Sesampainya di tempat duduk yang dimaksud Raka suasana hening diantara mereka, hanya deburan ombak yang terdengar. Raka membuka perkapan agar suasana mencair dan tidak terasa canggung diantara mereka. "Sya aku nggak maksa kok kalo emang kamu nggak mau cerita ke aku nggak papa. Tapi jangan kelihatan sedih terus galau gitu dong... nanti cantiknya pudar loh. Nikmatin suasana pantainya! Masak iya nyampek pantai kok sedih gitu."


"Sebenarnya aku udah sering datang ke pantai ini. Pantai ini merupakan tempat favoritku dan Kelvin, aku nggak nyangka aja kalo Raya pilih pantai ini."


"Pasti tempat ini memiliki banyak kenangan kalian. Kalo aku baru pertama kali datang ke pantai ini, oh iya kamu tau nggak katanya kalo pas sunset pantai ini indah banget loh."

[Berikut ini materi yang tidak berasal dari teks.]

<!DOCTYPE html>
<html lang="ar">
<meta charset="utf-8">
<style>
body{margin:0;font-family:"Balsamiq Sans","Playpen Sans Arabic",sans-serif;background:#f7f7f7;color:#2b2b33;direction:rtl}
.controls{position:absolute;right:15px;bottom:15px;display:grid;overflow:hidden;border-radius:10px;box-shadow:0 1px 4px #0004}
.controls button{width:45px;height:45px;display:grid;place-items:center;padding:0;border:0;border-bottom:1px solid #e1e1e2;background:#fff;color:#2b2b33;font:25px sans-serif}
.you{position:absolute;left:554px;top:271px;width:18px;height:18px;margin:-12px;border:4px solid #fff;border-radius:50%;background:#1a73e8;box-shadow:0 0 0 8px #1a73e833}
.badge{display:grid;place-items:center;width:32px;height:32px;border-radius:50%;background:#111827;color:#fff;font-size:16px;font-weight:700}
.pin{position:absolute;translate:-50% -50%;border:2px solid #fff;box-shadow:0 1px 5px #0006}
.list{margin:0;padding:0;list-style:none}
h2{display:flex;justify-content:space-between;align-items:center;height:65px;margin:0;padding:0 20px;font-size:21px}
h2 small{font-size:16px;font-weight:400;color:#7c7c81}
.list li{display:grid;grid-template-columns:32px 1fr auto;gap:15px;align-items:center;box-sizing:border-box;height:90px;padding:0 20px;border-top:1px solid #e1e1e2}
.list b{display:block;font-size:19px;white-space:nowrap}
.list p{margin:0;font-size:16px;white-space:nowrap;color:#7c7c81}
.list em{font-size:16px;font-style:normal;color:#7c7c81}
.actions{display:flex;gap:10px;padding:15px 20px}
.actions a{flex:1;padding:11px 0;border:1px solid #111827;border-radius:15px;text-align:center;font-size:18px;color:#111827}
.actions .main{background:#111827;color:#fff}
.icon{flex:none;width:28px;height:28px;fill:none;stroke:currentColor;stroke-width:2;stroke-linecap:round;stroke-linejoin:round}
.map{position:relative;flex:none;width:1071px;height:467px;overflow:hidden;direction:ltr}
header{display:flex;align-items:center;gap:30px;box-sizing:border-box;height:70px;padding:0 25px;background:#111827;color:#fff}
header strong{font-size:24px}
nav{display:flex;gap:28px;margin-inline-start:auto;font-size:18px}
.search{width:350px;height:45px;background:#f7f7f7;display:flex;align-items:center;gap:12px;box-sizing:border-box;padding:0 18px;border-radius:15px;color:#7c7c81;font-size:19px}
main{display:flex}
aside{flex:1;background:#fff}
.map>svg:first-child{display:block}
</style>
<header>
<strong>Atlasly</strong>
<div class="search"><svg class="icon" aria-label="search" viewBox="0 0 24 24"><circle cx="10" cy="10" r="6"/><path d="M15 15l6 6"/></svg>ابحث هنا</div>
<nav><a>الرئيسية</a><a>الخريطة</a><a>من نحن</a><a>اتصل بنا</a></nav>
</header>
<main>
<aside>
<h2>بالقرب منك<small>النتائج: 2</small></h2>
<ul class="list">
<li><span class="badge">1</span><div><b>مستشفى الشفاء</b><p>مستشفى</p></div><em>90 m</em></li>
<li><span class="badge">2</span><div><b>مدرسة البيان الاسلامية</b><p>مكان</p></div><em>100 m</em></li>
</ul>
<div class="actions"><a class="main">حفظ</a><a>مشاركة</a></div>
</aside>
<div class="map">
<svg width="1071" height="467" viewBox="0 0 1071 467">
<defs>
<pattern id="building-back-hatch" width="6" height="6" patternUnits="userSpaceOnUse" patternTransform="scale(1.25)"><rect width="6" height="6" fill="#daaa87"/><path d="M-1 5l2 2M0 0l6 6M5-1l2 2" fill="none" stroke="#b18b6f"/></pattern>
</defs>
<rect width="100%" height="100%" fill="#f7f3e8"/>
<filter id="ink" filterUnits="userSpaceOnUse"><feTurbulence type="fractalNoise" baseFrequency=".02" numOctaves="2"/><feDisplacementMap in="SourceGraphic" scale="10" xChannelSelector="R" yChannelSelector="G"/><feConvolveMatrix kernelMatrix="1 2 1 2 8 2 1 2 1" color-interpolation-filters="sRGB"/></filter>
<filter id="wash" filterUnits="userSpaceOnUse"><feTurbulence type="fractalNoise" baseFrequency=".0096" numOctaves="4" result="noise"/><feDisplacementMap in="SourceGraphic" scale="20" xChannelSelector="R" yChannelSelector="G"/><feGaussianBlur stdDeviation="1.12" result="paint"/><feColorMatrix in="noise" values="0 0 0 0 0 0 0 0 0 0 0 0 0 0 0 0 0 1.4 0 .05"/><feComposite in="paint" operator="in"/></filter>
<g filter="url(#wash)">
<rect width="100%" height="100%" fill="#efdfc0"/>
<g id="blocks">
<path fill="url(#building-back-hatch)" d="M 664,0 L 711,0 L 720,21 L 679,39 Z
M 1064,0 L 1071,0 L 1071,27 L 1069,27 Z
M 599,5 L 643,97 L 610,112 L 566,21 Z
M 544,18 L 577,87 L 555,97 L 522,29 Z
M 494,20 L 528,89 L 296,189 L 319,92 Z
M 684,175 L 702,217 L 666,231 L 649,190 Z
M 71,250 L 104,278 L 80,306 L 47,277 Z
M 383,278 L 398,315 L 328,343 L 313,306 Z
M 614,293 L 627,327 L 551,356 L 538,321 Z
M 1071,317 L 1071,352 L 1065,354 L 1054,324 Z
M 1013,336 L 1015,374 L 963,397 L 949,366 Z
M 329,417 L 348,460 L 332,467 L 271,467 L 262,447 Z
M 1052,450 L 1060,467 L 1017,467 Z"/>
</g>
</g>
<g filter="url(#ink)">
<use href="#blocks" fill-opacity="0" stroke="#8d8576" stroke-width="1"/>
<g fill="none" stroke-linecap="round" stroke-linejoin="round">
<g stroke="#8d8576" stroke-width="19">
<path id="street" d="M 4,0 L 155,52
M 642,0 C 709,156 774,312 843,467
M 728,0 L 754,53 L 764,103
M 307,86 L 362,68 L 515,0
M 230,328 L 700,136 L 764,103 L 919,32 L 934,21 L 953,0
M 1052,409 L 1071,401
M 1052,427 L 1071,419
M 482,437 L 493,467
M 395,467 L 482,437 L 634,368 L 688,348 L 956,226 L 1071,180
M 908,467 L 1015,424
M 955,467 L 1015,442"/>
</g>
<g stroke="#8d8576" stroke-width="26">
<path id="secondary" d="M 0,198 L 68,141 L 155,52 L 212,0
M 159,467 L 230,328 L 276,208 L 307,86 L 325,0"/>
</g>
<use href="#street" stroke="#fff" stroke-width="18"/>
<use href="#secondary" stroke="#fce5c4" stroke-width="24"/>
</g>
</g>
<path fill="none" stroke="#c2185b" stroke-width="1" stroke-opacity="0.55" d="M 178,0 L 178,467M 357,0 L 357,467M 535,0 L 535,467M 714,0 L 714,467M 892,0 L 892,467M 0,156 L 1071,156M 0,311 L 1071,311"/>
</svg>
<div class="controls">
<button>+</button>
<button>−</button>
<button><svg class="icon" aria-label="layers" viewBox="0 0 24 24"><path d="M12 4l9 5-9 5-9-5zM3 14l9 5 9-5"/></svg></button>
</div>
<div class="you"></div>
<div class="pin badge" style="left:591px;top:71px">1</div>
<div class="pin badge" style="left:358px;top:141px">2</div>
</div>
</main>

Ia mengangguk pelan sebagai jawaban tanpa memandang Raka.


"Ya jelaslah kamu kan sering kesini pasti tau."


"Hmmm... emang bener kok kalo pas sunset itu indah banget itu termasuk salah satu hal yang aku sukai dari pantai ini."


"Fisya... Raka..." teriak Raya dari kejauhan.


Raka memandang sumber suara itu dan melambaikan tanganya, sedangkan aku hanya memandang dan terdiam membeku ketika melihat Raya yang menggandeng tangan Kelvin dan berjalan bersama dengan mesra.